Question

I am using CCSpriteBatchNode to draw a line basically one pixel at a time (using a 1x1 swatch). I need to do this because the user is controlling where the line goes in real time (it's not a drawing app but I think what I'm doing is comparable).

It turns out that when I add between 15-16k children to the batchNode it stops registering the new children. Basically it seems like the pen ran out of ink!

I poked around in the cocos2d code a little bit but at no point does it seem that anything goes wrong. It just stops registering the new child nodes. Does anyone know why this is?

Was it helpful?

Solution

First of all, and let me say this in a way that's truly a gigantic understatement:

Ouch!

Next, the technical reason. Your sprites will fail to render as soon as you have batched 16.384 of them. Since each sprite uses a quad (4 vertices) to render the sprite on screen, you hit the vertex limit of 65.536 vertices per batch operation.
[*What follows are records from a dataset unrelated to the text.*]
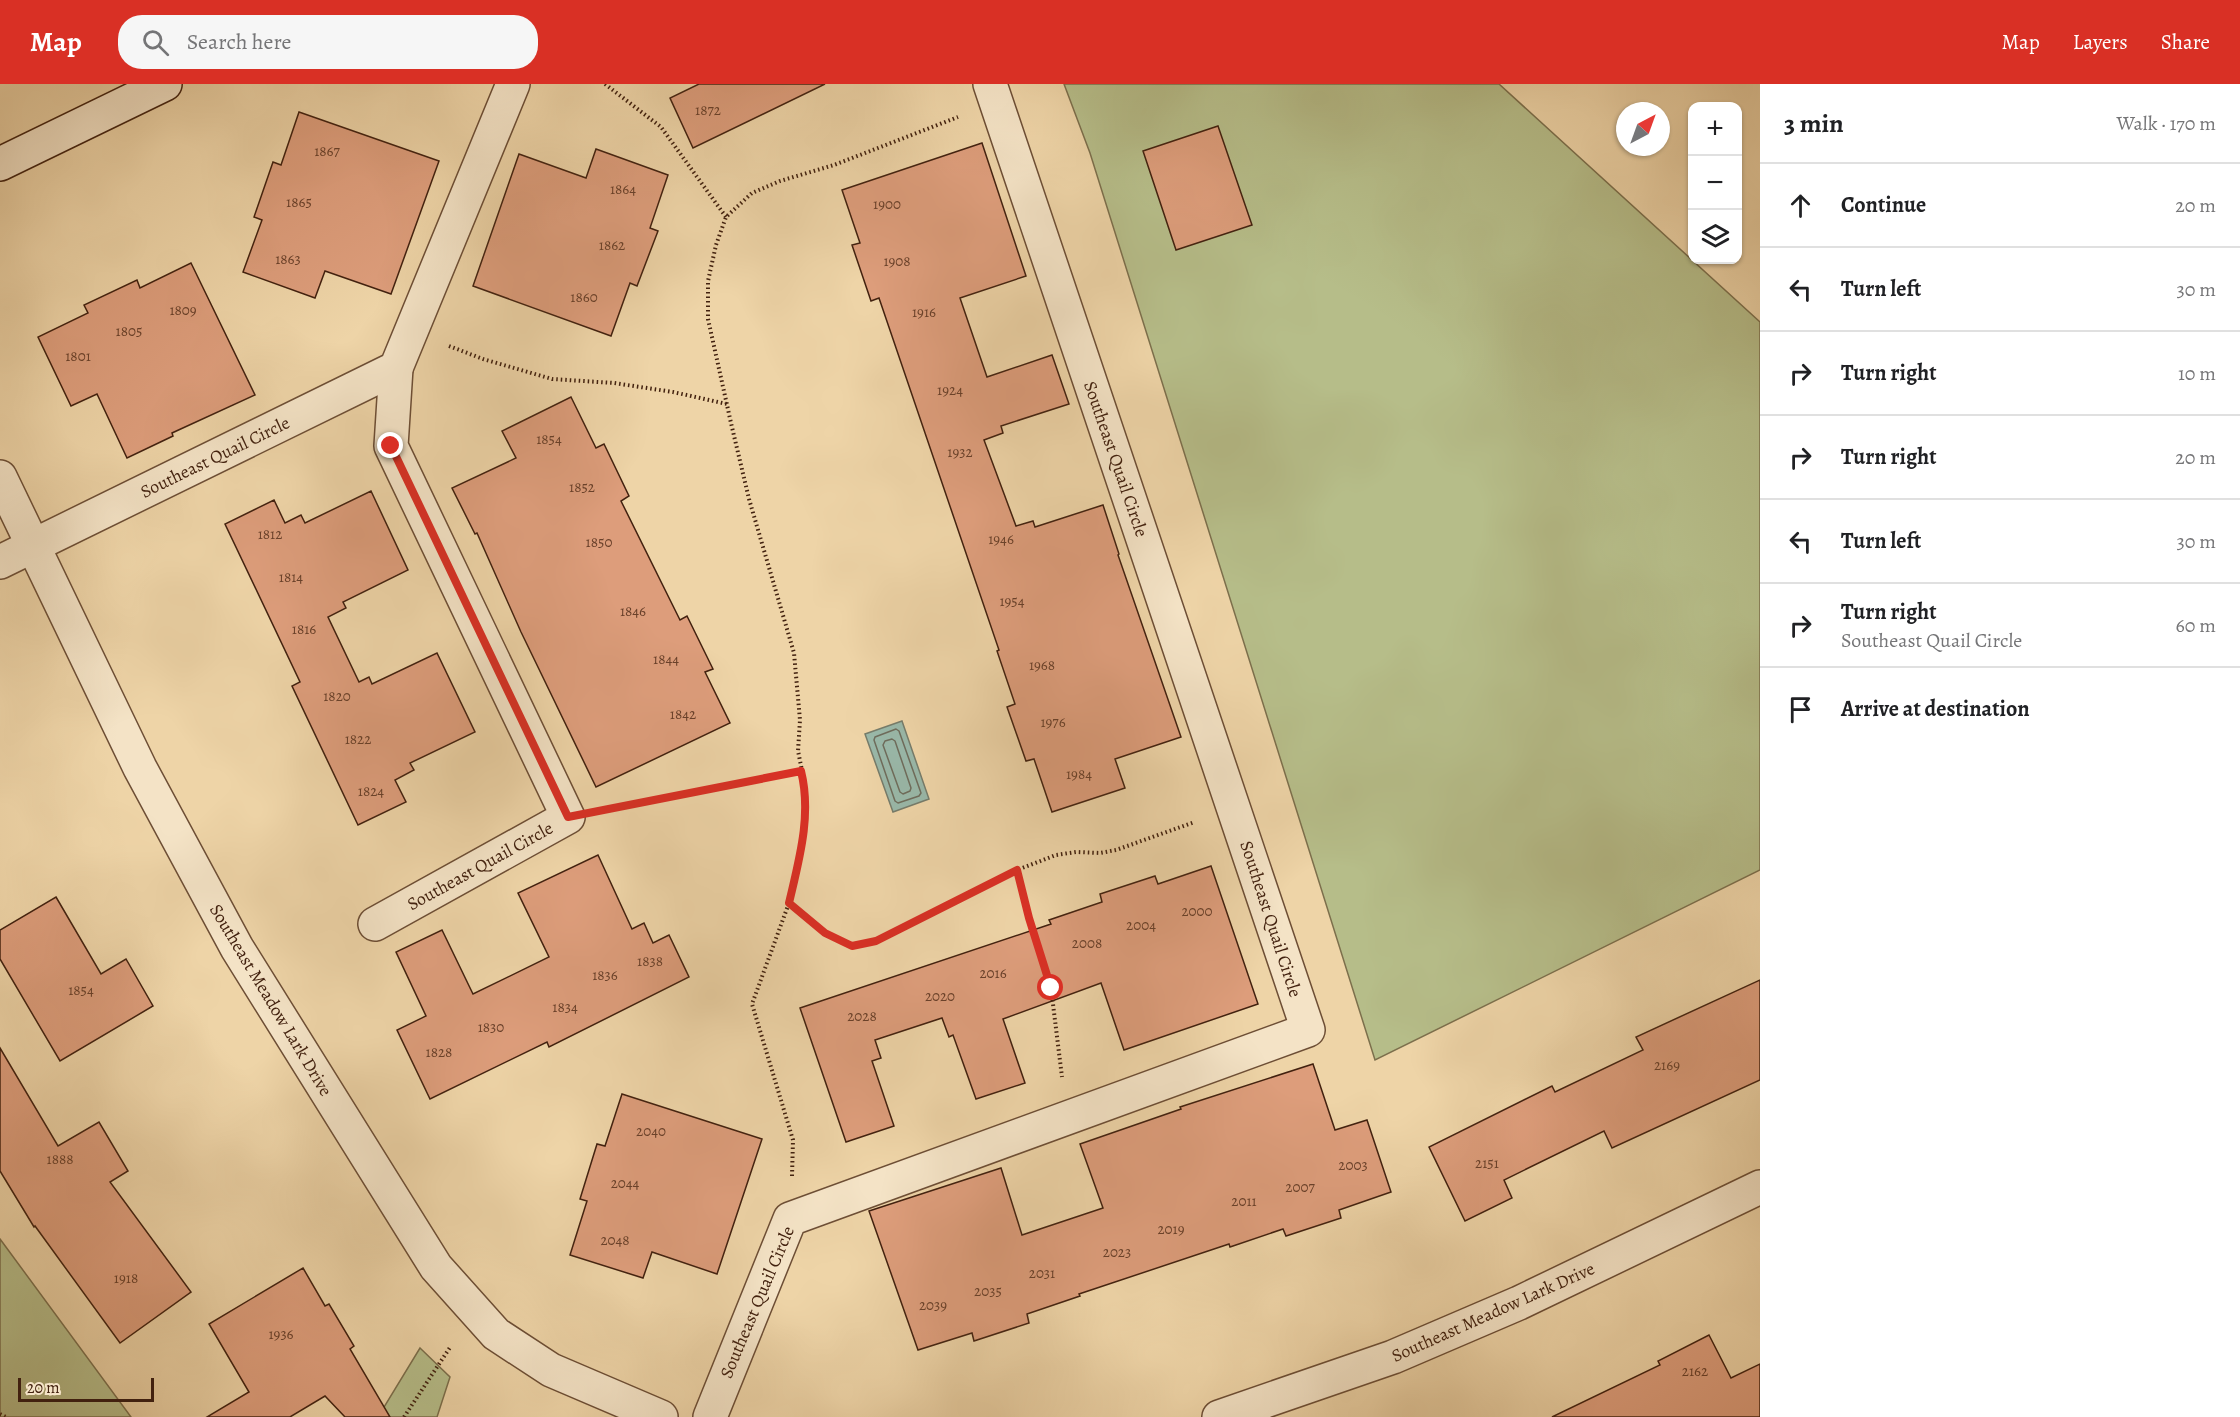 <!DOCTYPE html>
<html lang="en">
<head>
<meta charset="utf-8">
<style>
  :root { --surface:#fff; --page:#f6f6f6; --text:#202124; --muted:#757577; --line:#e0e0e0; --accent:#d93025 }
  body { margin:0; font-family:Alegreya,serif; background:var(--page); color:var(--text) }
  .controls { position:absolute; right:18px; top:18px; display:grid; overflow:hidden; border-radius:12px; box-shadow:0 2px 4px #0004 }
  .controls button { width:54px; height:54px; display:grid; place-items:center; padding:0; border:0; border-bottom:2px solid var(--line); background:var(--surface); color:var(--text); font:30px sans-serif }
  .compass { position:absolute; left:1616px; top:18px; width:54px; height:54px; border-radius:50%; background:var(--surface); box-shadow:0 2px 4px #0004; rotate:41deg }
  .scale { position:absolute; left:18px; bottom:15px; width:136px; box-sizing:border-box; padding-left:6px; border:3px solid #42210f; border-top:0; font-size:16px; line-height:21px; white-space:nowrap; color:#42210f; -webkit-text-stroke:4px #f4e3c6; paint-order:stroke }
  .stop { position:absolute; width:18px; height:18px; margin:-14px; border:4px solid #d93025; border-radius:50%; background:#fff }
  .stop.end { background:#d93025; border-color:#fff; box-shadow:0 2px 6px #0008 }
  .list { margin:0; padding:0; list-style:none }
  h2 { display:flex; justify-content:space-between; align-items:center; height:78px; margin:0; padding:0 24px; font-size:26px }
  h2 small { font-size:20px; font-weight:400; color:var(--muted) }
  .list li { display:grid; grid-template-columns:39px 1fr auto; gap:18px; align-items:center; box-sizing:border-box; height:84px; padding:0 24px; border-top:2px solid var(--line) }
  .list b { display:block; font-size:22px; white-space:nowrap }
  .list p { margin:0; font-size:20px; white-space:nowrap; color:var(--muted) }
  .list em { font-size:20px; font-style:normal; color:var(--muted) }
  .icon { flex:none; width:33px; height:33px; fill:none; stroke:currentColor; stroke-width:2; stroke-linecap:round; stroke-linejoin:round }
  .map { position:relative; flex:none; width:1760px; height:1333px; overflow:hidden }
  header { display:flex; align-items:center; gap:36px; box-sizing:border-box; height:84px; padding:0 30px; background:var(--accent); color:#fff }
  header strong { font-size:28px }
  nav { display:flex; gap:33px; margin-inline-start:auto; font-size:21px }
  .search { width:420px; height:54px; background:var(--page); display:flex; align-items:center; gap:15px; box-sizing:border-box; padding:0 21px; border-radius:24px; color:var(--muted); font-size:22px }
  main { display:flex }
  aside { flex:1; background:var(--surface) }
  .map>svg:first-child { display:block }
  .green { fill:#b6bd89; stroke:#7c6f4c; stroke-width:1.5 }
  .water { fill:#99b8a9; stroke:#767c6b; stroke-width:1.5 }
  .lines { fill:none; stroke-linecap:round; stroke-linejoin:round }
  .shore { stroke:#6e6c5c; stroke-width:1.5 }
  .building { fill:#dd9d7b; stroke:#42210f; stroke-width:1.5 }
  .street-casing { stroke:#6d4e35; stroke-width:36 }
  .secondary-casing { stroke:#42210f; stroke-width:36 }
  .path { stroke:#42210f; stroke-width:4; stroke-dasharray:1.5 3; stroke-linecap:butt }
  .street { stroke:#f4e3c6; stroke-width:33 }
  .secondary { stroke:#f4e3c6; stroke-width:33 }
  .route { stroke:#d93025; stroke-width:8 }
  .labels { text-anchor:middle; stroke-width:6; stroke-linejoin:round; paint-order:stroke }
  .number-label { font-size:15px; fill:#69402a }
  .street-label { font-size:18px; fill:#42210f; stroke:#f4e3c6 }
</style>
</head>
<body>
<header>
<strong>Map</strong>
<div class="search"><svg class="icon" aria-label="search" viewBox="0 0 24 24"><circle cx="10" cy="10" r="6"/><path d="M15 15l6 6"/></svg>Search here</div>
<nav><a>Map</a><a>Layers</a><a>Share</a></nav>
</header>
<main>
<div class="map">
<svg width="1760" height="1333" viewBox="0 0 1760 1333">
  <rect width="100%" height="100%" fill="#eed4a7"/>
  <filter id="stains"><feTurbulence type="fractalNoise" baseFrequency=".00333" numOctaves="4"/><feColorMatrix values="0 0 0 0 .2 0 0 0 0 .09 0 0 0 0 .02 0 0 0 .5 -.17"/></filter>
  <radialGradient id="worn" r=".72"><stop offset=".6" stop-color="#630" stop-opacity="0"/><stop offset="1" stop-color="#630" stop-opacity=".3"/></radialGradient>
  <!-- green -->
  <g class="green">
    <polygon points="1064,0 1499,0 1760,238 1760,786 1375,976 1090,69"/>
    <polygon points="0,1155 3,1159 131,1333 0,1333"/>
    <polygon points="420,1264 450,1293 437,1333 378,1333"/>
  </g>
  <!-- water -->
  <polygon class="water" points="902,637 929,715 893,728 865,650"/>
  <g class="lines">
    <!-- shore -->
    <g class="shore">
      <polygon points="896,645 899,647 921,709 919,712 898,719 895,717 874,656 875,653"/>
      <polygon points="892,655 895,657 911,704 910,707 903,710 900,708 883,661 885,657"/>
    </g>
  </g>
  <!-- building -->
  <g class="building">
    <polygon points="699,0 825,0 693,64 670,14"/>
    <polygon points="299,28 439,77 391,210 325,187 315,214 243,188 262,136 254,133 273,78 281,81"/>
    <polygon points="1218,42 1252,141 1176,166 1143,67"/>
    <polygon points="982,59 1026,192 960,214 987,293 1052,271 1069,320 1001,342 1003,349 984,356 1016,442 1033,437 1035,443 1103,421 1119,470 1118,471 1181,653 1115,675 1125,704 1052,728 1034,675 1026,677 1007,623 1015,620 997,567 999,566 879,214 871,217 852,161 860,159 842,106"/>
    <polygon points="596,65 668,91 650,144 658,147 637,202 630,199 611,252 473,202 519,70 586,94"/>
    <polygon points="191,179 255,311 172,349 173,352 127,374 97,310 71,322 38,253 88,229 84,221 137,196 140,204"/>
    <polygon points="571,313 596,364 604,360 629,412 621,417 680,536 687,532 713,585 705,588 730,639 596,703 521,548 477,449 475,450 452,404 516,374 502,347"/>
    <polygon points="371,407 408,486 343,518 346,524 328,533 359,598 369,593 372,600 437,569 475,648 410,679 414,686 395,696 406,718 358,741 292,602 300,598 225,440 274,416 285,439 301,431 305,439"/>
    <polygon points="598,771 632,845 644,839 653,859 669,851 689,893 549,963 547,958 430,1015 397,946 426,932 396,868 442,846 473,910 549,873 518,809"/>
    <polygon points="1211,782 1258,920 1124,966 1101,899 1003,935 1025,999 976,1015 953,951 949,953 942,934 875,956 881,974 872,977 894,1042 846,1058 800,924 1051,840 1049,836 1102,818 1100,810 1155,792 1158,800"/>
    <polygon points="56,813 101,890 126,875 153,922 60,977 0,875 0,846"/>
    <polygon points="1760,896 1760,996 1612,1064 1604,1047 1504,1096 1512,1114 1465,1137 1429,1063 1552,1002 1555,1008 1643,966 1636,953"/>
    <polygon points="0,964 58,1062 99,1038 128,1087 110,1098 191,1208 120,1259 35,1142 34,1143 0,1087"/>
    <polygon points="1313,980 1335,1046 1367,1036 1391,1108 1339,1126 1341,1134 1286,1152 1283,1145 1230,1163 1229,1160 1079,1210 1080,1212 1027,1230 1029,1239 974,1257 972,1249 918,1266 869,1127 1001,1084 1022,1151 1103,1124 1080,1060 1181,1025 1180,1023"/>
    <polygon points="622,1010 762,1055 717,1190 652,1168 643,1194 570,1171 587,1117 580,1115 597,1060 605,1062"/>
    <polygon points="303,1184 325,1222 329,1220 354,1262 350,1265 390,1333 345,1333 325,1312 290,1333 207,1333 249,1308 209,1240"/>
    <polygon points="1709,1251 1731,1294 1760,1280 1760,1333 1552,1333 1660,1281 1658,1277"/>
  </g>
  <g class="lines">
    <defs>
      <g id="street">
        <polyline points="0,393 140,684 237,864 436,1183 496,1250 551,1286 661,1333"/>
        <polyline points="0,478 396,284 513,0"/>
        <polyline points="375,840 568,733 391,362 396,284"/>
        <polyline points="710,1333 790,1135 1308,946 990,0"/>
        <polyline points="1219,1333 1393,1273 1519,1219 1760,1103"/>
      </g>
      <polyline id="secondary" points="0,80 165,0"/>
    </defs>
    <!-- street casing -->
    <use href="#street" class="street-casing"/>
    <!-- secondary casing -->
    <use href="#secondary" class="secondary-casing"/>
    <!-- path -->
    <g class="path">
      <polyline points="605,0 661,43 726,133"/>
      <polyline points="449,262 483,275 552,295 614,299 673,308 727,320"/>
      <polyline points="607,725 801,686"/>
      <polyline points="1017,786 1029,834 1051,904 1062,993"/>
      <polyline points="789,819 825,849 852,862 876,857 1017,786 1056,771 1076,768 1100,769 1116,766 1195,738"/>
      <polyline points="792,1092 793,1056 752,920 789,819 800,771 806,720 806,706 798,667 800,636 794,569 749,415 731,339 708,235 708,197 716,161 726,133 752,109 780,97 834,81 958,33"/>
      <polyline points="0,1330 6,1333"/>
      <polyline points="404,1333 451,1262"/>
    </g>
    <!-- street -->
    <use href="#street" class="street"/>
    <!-- secondary -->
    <use href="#secondary" class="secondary"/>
  </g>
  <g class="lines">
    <!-- route -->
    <path class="route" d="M391,362L568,733L801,687C812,731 799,776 789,819L825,849L852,862L876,857L1017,786L1029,834L1051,904"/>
  </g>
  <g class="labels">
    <!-- number labels -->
    <g class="number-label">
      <text x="708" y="31">1872</text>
      <text x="327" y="72">1867</text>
      <text x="623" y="110">1864</text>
      <text x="299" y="123">1865</text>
      <text x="887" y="125">1900</text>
      <text x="612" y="166">1862</text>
      <text x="288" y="180">1863</text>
      <text x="897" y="182">1908</text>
      <text x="584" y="218">1860</text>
      <text x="183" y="231">1809</text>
      <text x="924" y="233">1916</text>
      <text x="129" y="252">1805</text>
      <text x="78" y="277">1801</text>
      <text x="950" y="311">1924</text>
      <text x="549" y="360">1854</text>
      <text x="960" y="373">1932</text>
      <text x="582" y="408">1852</text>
      <text x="270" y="455">1812</text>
      <text x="1001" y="460">1946</text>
      <text x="599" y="463">1850</text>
      <text x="291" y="498">1814</text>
      <text x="1012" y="522">1954</text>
      <text x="633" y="532">1846</text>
      <text x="304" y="550">1816</text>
      <text x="666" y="580">1844</text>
      <text x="1042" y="586">1968</text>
      <text x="337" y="617">1820</text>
      <text x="683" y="635">1842</text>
      <text x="1053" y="643">1976</text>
      <text x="358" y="660">1822</text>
      <text x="1079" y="695">1984</text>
      <text x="371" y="712">1824</text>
      <text x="1197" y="832">2000</text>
      <text x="1141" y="846">2004</text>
      <text x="1087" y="864">2008</text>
      <text x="650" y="882">1838</text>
      <text x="993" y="894">2016</text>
      <text x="605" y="896">1836</text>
      <text x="81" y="911">1854</text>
      <text x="940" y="917">2020</text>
      <text x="565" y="928">1834</text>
      <text x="862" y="937">2028</text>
      <text x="491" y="948">1830</text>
      <text x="439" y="973">1828</text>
      <text x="1667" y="986">2169</text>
      <text x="651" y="1052">2040</text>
      <text x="60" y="1080">1888</text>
      <text x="1487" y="1084">2151</text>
      <text x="1353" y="1086">2003</text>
      <text x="625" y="1104">2044</text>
      <text x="1300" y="1108">2007</text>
      <text x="1244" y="1122">2011</text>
      <text x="1171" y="1150">2019</text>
      <text x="615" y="1161">2048</text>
      <text x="1117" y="1173">2023</text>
      <text x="1042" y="1194">2031</text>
      <text x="126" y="1199">1918</text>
      <text x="988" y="1212">2035</text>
      <text x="933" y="1226">2039</text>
      <text x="281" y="1255">1936</text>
      <text x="1695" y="1292">2162</text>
    </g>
    <!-- street labels -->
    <g class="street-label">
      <text transform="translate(215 373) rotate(-26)" y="6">Southeast Quail Circle</text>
      <text transform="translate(1116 375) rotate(71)" y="6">Southeast Quail Circle</text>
      <text transform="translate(480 782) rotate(-29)" y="6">Southeast Quail Circle</text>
      <text transform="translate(1271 835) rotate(72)" y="6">Southeast Quail Circle</text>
      <text transform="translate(271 916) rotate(59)" y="6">Southeast Meadow Lark Drive</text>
      <text transform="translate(757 1218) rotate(-67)" y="6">Southeast Quail Circle</text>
      <text transform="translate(1493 1228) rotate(-24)" y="6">Southeast Meadow Lark Drive</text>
    </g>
  </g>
  <rect width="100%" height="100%" filter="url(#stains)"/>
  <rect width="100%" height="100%" fill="url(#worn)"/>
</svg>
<div class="controls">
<button>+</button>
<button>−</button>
<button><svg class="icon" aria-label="layers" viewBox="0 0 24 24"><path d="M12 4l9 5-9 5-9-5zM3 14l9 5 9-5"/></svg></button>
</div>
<svg class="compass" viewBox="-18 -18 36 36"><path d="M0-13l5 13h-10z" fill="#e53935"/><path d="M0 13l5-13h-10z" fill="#757577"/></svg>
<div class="scale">20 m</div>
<div class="stop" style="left:1051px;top:904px"></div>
<div class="stop end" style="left:391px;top:362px"></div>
</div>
<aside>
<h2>3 min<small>Walk · 170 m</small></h2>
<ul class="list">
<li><svg class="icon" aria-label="ahead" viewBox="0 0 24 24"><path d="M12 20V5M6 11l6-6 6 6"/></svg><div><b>Continue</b></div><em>20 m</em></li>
<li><svg class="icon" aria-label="left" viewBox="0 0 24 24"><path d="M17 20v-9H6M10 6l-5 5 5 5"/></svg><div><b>Turn left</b></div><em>30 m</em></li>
<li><svg class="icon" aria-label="right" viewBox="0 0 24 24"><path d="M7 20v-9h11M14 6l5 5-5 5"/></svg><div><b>Turn right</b></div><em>10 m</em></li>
<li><svg class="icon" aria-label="right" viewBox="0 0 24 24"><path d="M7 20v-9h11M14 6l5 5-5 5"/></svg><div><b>Turn right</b></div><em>20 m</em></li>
<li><svg class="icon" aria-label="left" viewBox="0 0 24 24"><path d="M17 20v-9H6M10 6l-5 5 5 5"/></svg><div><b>Turn left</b></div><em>30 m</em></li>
<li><svg class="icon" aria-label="right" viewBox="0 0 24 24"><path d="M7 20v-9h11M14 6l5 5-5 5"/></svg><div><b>Turn right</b><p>Southeast Quail Circle</p></div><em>60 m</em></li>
<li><svg class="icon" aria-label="arrive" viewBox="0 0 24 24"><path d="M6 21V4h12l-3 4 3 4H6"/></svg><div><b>Arrive at destination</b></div></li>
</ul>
</aside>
</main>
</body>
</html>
More vertices won't get drawn per batch operation (VBO buffer limit). This is a technical limitation. You could try to use another CCSpriteBatchNode for additional sprites - but seriously you're going down a road to nowhere here.

If all you need is to draw lines, this is probably the worst possible approach I can imagine. Consider using line drawing (ccDrawLine), individual pixels (ccDrawPixel I believe exists too, but 15k pixels would be terribly slow) or shaders to accomplish the same or similar effect. You can even batch drawing primitives with cocos2d 2.1 by using CCDrawNode.

One other solution I've used successfully in YETIPIPI is to use a limited number of sprites, say 20 to 200, and draw them to a CCRenderTexture. Every time you add a new sprite, the least recently used sprite is re-used. By not clearing the rendertexture, you can continue to draw onto it with far fewer sprites while everything that's been drawn before remains. By drawing the sprites with low opacity you even get the effect of drawing at the same position for a longer period of time in order to make that area more opaque.